Authentic Photos Travel

Onward to the Kingdom of Tonga

July 13, 2018

We watch weather everyday, in fact, several times a day if we are trying to make a passage between islands. A small weather window opened up for our south bound journey from Samoa to Tonga. We had a choice of 2 days to leave, one with higher wind speed and bigger angle with bigger waves or lower wind speed, better angle, with a slight reduction in wave height. Or wait a week or two and hope for different conditions. Wind speed equals time spent on the ocean, in swells. Big swells equals Lisa and kids getting seasick. I’ve never got seasick yet, as I knock on wood. Our boat is a ¾ keel cruiser that loves 20 knots of wind. In fact, she moves great when most landlubbers go inside their house and complain about it being too windy. She handles swells and waves wonderfully due to her heavy weight. I say she’s not fat, just big boned.

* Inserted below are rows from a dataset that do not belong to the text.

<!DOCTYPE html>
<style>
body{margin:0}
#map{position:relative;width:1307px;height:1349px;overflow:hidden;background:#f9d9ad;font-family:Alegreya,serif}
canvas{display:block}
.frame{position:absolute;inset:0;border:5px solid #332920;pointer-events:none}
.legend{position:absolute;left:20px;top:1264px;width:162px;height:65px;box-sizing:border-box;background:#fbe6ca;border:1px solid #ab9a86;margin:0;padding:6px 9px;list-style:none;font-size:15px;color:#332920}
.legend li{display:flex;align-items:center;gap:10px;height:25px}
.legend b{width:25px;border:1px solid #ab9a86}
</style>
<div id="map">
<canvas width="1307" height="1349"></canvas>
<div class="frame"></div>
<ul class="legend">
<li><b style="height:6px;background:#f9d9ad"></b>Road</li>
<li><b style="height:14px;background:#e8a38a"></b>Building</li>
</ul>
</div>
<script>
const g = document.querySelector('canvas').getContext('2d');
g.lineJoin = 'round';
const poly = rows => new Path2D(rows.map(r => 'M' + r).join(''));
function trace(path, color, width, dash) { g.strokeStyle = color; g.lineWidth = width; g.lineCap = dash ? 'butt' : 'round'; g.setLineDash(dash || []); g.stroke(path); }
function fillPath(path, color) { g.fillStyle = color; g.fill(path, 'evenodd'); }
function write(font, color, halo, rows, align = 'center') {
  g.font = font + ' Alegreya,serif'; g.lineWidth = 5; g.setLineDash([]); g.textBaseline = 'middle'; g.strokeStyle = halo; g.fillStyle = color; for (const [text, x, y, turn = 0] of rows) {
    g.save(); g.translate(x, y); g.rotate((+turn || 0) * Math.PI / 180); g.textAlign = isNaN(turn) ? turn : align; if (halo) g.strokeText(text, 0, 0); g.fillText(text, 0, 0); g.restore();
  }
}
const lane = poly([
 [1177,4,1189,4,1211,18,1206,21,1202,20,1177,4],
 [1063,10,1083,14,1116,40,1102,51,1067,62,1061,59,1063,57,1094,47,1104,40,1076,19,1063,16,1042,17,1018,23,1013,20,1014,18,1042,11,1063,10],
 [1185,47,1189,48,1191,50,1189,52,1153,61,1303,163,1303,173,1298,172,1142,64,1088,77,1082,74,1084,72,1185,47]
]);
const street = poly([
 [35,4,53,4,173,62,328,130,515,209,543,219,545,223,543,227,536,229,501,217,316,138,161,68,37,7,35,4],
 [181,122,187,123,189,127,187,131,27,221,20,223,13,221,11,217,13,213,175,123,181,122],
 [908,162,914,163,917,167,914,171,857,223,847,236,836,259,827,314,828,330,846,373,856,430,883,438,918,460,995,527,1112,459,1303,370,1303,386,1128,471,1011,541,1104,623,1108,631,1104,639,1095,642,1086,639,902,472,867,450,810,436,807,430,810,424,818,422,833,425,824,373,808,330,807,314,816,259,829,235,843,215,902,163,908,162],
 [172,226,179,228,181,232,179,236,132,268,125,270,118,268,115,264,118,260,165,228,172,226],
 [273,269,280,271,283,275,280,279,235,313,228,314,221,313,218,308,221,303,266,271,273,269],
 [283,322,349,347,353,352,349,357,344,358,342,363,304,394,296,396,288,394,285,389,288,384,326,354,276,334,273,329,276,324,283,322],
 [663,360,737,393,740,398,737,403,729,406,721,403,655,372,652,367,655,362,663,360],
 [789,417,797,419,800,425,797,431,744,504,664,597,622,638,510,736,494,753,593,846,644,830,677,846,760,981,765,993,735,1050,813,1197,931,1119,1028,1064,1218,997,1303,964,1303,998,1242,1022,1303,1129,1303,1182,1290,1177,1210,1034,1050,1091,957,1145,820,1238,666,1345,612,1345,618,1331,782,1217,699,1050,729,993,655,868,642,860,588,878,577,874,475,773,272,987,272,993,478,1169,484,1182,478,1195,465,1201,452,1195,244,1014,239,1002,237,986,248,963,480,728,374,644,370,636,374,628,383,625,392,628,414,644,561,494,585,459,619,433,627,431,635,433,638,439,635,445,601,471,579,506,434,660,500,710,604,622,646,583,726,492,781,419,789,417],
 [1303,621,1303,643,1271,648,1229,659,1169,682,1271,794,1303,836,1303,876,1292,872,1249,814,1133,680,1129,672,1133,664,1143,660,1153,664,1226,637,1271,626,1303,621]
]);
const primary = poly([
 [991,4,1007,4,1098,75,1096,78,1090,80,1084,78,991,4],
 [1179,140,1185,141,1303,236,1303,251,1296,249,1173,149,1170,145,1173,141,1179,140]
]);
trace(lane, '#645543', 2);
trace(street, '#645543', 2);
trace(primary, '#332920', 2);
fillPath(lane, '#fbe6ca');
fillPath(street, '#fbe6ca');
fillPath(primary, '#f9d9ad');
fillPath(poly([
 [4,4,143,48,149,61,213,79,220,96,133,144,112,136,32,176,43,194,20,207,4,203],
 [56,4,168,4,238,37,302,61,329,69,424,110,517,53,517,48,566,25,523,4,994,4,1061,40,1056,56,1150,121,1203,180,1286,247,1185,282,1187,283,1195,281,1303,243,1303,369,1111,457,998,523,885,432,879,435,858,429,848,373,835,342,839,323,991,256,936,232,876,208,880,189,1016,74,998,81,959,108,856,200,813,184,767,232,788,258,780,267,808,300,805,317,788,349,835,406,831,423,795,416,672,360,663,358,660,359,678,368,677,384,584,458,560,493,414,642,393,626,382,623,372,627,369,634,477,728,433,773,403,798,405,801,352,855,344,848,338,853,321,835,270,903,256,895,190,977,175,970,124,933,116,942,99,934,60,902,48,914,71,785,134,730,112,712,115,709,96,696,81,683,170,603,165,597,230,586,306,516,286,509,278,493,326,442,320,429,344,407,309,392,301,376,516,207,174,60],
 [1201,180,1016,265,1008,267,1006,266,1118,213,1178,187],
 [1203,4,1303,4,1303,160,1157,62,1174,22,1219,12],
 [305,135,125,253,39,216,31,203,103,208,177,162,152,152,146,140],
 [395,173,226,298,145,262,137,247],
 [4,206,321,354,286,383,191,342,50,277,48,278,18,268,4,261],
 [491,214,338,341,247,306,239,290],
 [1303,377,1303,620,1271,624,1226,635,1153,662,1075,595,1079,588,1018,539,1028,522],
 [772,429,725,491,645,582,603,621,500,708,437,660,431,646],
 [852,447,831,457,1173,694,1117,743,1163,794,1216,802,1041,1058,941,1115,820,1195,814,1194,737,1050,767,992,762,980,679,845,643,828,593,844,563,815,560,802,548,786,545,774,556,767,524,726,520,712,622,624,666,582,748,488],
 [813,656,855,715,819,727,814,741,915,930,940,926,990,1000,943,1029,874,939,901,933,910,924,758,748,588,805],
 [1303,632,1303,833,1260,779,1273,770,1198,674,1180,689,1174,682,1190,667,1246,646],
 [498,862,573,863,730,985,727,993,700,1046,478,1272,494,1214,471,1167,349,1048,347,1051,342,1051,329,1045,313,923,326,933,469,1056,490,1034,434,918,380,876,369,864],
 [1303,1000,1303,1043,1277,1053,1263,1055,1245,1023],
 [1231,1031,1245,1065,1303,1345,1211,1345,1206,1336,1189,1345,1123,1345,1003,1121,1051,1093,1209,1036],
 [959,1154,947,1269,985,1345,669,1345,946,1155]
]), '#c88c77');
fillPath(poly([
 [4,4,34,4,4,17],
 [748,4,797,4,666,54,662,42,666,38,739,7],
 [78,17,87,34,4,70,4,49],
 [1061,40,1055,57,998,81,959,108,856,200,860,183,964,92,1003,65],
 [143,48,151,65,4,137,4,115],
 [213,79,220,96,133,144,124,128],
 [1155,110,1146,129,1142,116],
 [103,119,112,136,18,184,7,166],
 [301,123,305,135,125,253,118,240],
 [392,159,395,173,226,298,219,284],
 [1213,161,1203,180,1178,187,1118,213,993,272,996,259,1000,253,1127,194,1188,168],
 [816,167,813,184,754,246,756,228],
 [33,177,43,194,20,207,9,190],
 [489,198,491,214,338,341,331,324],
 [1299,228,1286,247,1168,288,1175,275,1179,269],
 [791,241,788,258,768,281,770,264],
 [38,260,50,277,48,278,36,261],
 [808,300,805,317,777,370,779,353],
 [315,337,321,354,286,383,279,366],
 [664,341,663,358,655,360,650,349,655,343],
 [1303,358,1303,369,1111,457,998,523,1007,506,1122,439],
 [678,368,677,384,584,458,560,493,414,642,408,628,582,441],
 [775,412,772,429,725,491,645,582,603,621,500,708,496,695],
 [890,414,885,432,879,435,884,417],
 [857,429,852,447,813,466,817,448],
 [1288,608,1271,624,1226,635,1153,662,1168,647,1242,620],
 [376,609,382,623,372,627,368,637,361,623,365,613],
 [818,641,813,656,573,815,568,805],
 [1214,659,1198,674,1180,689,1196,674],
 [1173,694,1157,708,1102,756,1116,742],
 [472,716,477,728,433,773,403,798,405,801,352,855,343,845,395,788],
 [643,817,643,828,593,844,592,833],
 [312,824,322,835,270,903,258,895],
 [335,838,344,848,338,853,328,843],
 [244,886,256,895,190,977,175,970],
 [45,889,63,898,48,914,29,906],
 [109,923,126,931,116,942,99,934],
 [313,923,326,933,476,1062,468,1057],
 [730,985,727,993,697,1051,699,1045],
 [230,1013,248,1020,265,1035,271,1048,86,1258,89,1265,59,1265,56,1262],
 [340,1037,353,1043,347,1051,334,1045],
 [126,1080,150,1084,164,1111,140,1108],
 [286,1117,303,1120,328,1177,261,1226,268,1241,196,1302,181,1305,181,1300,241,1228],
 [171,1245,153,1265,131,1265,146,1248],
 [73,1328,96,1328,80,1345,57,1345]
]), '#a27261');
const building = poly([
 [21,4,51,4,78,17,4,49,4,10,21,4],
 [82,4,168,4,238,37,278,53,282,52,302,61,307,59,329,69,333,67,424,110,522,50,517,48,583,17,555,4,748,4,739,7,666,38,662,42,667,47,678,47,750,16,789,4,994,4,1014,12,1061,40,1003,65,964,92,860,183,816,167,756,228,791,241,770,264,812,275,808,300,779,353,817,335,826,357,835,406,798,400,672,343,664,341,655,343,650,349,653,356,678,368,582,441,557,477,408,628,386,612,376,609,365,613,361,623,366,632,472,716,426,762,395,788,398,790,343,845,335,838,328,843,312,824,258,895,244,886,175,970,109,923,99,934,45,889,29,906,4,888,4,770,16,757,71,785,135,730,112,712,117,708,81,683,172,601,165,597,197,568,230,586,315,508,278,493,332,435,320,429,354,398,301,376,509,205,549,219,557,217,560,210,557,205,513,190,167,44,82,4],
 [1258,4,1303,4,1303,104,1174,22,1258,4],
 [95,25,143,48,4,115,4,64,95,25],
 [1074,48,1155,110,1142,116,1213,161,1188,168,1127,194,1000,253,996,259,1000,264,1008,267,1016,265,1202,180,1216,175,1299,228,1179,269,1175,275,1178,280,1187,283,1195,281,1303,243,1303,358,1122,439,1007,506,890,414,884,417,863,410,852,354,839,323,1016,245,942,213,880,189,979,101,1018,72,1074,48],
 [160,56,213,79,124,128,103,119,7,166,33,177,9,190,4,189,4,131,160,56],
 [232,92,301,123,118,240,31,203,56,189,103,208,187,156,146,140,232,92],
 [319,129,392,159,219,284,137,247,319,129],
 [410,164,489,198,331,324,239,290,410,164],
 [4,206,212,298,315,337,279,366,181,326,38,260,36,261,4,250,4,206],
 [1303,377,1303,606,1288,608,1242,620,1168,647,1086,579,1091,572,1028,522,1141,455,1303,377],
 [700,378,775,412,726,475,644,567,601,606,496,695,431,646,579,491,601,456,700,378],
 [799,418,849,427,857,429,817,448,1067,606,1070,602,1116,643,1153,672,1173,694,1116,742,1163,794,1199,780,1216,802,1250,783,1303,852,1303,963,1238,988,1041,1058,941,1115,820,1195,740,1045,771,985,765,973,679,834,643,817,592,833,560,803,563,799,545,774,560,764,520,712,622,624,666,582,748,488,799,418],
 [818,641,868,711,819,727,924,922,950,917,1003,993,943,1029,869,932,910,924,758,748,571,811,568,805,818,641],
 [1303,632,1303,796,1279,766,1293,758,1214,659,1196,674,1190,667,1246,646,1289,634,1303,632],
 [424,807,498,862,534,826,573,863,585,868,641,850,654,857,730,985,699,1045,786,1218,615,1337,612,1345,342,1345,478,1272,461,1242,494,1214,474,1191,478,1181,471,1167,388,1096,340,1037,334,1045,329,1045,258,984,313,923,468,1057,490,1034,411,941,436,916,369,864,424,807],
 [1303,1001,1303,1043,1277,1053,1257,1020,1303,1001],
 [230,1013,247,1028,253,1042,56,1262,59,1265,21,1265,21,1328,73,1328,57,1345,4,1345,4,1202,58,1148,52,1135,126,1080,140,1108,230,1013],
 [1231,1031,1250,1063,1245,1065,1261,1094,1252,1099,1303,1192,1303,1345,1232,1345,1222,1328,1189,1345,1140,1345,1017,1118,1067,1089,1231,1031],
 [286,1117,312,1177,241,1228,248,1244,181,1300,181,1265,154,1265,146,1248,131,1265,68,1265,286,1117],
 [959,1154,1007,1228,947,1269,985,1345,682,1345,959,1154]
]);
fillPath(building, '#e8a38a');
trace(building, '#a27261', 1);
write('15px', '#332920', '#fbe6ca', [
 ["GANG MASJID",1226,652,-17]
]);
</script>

We left Samoa on a Tuesday night with plans to sail for 2 days to the Vavu’a island group in Tonga arriving in the morning to insure plenty of daylight to drop the anchor in an unfamiliar anchorage. We have a satellite phone that we can receive emails and texts on and GRIB files that predict the weather. The key word there is PREDICT. The program is actually called PredictWind. Most of the time it has been spot on. This time, the prediction was way off. After 30 hours of bashing into swells, crew puking, and not getting the predicted wind angle to keep up our speed and therefore our desired distance, we decided to divert to the island of Niuatoputapu in the northern most island group of Tonga. It is kinda hard to pronounce in Tongan so the lazy cruising community refers to it as New Potatoes. Sound similar.

At 1:30am in a pitch black, moonless night a rogue wave broke over our boat with tons of green water crashing upon on deck. It was so powerful that the stainless steel surfboard racks snapped in half and a board bag with 3 surfboards was ripped off and washed away. The extra “safety” straps were left dangling as the attachment points on the board bag were also ripped out. We circled around and spent some time searching for the bag, but it was too rough and too dark to see anything. Had to move on and accept the loss.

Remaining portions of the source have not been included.